LES FEMMES SAVANTES
Article
publié exclusivement sur Internet avec la Lettre n°
319
du
6 décembre 2010
LES FEMMES SAVANTES de Molière. Mise
en scène Jean-Denis Monory avec Céline Barbarin, Laurent Charoy,
Julien Cigana, Clotilde Daniault, Virginie Dupressoir, Malo de La
Tullaye, Camille Metzger, Bastien Ossart, Alexandre Palma Salas,
Anne-Louise de Ségogne. Musiciens, Manuel de Grange ou Damien Pouvreau,
Louis-Joseph Fournier ou Olivier Clémence.
On croyait tout savoir de ces fameuses cibles féminines de Molière,
qu'elles aient été précieuses et ridicules ou encore savantes. La
représentation baroque qu'en construisent Jean-Denis Monory et sa
troupe de la Fabrique à Théâtre renouvelle de fond en comble
l'idée que l'on s'en faisait. Pour notre plus grand bonheur.
Point de fée électricité, seules les 120 bougies de la rampe et
des deux lustres, patiemment allumées à l'orée de la représentation,
éclaireront le jeu d'acteurs immergés dans une vraisemblance que
renforce la musique sur instruments d'époque, théorbe, guitare,
hautbois, flûte, jouée en direct. La durée du spectacle sera celle
de la longévité des bougies, donc pas d'entracte, pas de rideaux
entre les actes. D'où une indéniable fluidité.
Première conséquence de ce parti-pris de vérité historique, les
acteurs joueront et se déplaceront de face, sans se porter de regard
latéral ni se détourner du spectateur. Cette première surprise acquise,
la langue du théâtre du 17e siècle dont ils usent vient déconcerter
l'oreille contemporaine, autant de prononciations oubliées dont
seule une incursion en terre québécoise ou autrement villageoise
nous rappellerait parfois la réalité ancienne.
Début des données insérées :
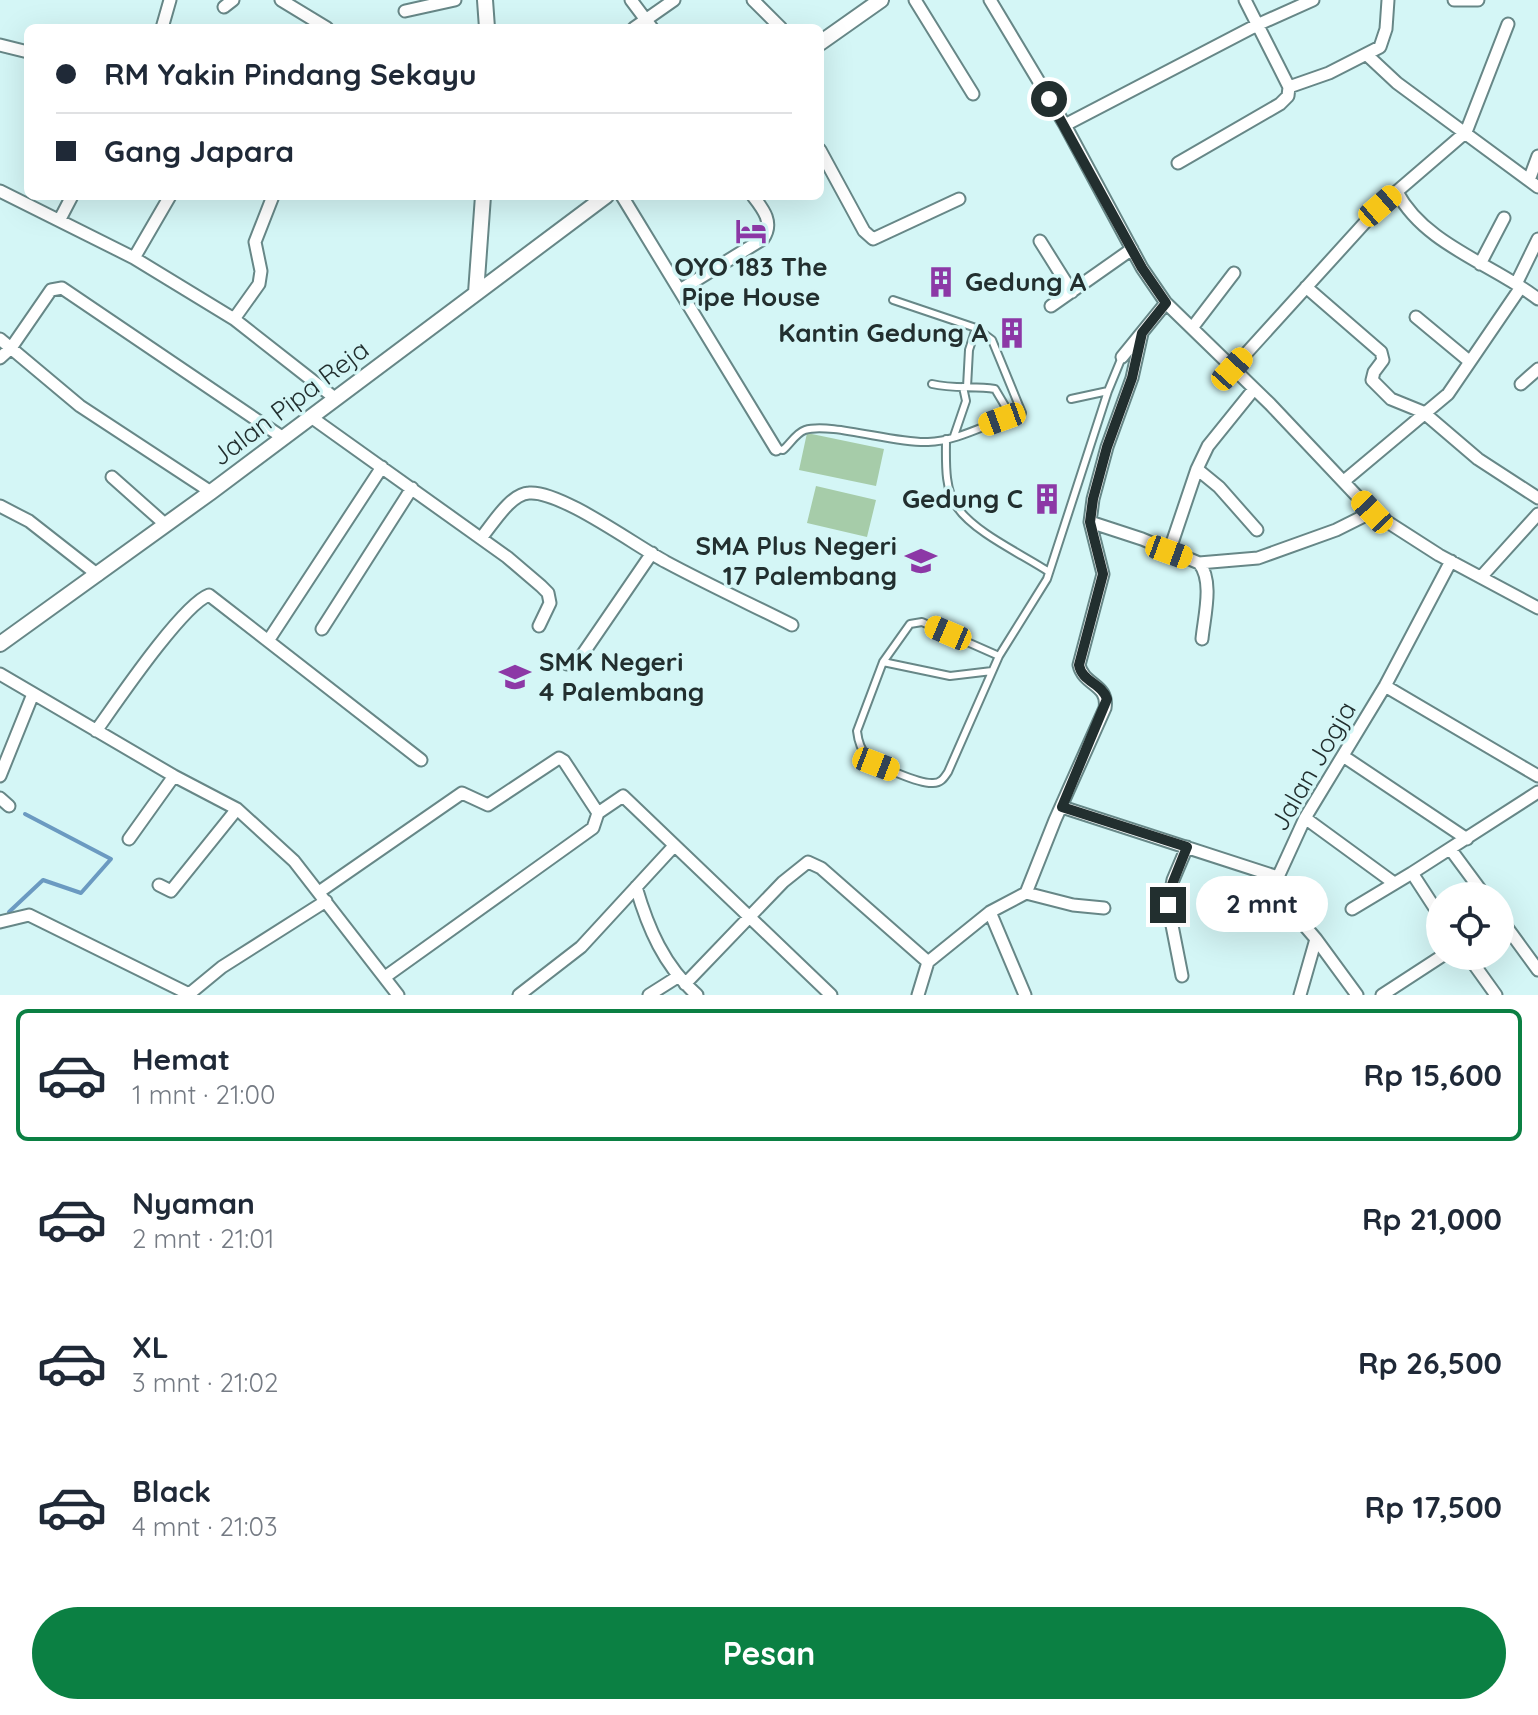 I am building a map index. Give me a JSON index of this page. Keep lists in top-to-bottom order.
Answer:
{
  "streets": {
    "street": ["Jalan Pipa Reja", "Jalan Jogja"]
  },
  "places": {
    "hotel": ["OYO 183 The Pipe House"],
    "building": ["Gedung A", "Kantin Gedung A", "Gedung C"],
    "school or university": ["SMA Plus Negeri 17 Palembang", "SMK Negeri 4 Palembang"]
  },
  "page": {
    "banner": ["RM Yakin Pindang Sekayu", "Gang Japara"],
    "bubble": "2 mnt",
    "list": [
      {
        "name": "Hemat",
        "note": "1 mnt · 21:00",
        "value": "Rp 15,600"
      },
      {
        "name": "Nyaman",
        "note": "2 mnt · 21:01",
        "value": "Rp 21,000"
      },
      {
        "name": "XL",
        "note": "3 mnt · 21:02",
        "value": "Rp 26,500"
      },
      {
        "name": "Black",
        "note": "4 mnt · 21:03",
        "value": "Rp 17,500"
      }
    ],
    "buttons": "Pesan"
  }
}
Mais la surprise est bien plus grande encore à apprécier les choix
de lecture très décapants de cette œuvre archi connue. Baroque,
vous avez dit baroque ? Oui, si l'on se souvient que c'est l'une
des dernières comédies de Molière, 1672, un an avant sa mort, et
que la tradition a fait de l'auteur le parangon du classicisme au
service du Roi Soleil.
Ce serait faire peu de cas de l'importance de la farce dans le théâtre
du temps. La mise en scène qui est offerte ici redonne à ce comique
très visuel et outrancier toute sa virulence, pas seulement pour
susciter le rire, mais aussi pour remettre dans une perspective
hautement critique les travers et poncifs de l'époque.
On voyait Chrysale comme un bourgeois pleutre et sans envergure,
inféodé à l'autorité de sa femme. On le découvre ridiculement drôle,
certes, mais bouffon matois et jouisseur. Et son épouse Philaminte,
si elle demeure tyrannique, laisse entrevoir des appétits sensuels
partagés avec lui. On savait l'esprit de Bélise totalement fêlé,
on constate sans ambiguïté ses goûts de chair. Armande, la prude
avide de séduction sans implication, ne peut cacher l'aigreur de
sa frustration entretenue. La douce et obéissante Henriette s'emporte
en explosions verbales et gestuelles. Clitandre, quant à lui, n'a-t-il
pas adapté ses amours sans trop d'encombres ? Même le fade Ariste,
frère de Chrysale, gagne en ambiguïté. Trissotin, Vadius et les
valets manifestent la corrosion du ridicule et la franchise comique
qu'on leur connaissait déjà.
Ce qui permet cette illustration au sens propre, c'est le recours,
historique pourrait-on dire, à une gestuelle permanente des mains.
Si, au début de la représentation, elle est déconcertante comme
un langage des signes qui dupliquerait le sens, elle s'avère être
un décodage pertinent d'une amplification du regard porté par Molière
sur le corps et ses exigences, sur les femmes et leur inféodation
révoltante, sur la légitimité de leur revendication à plus d'indépendance,
même au risque du ridicule. Et ces figures ressassées au long des
comédies successives prennent un coup de jeunesse vraiment vivifiant.
Les acteurs, tous sans exception, sont remarquables de souplesse,
dans un ensemble chorégraphique et déclamatoire judicieusement réglé.
De l'art de réviser ses classiques, dans la joie du rire et un intérêt
jamais démenti jusqu'aux applaudissements mérités. Théâtre de
l'Epée de Bois, Cartoucherie de Vincennes 12e. A.D.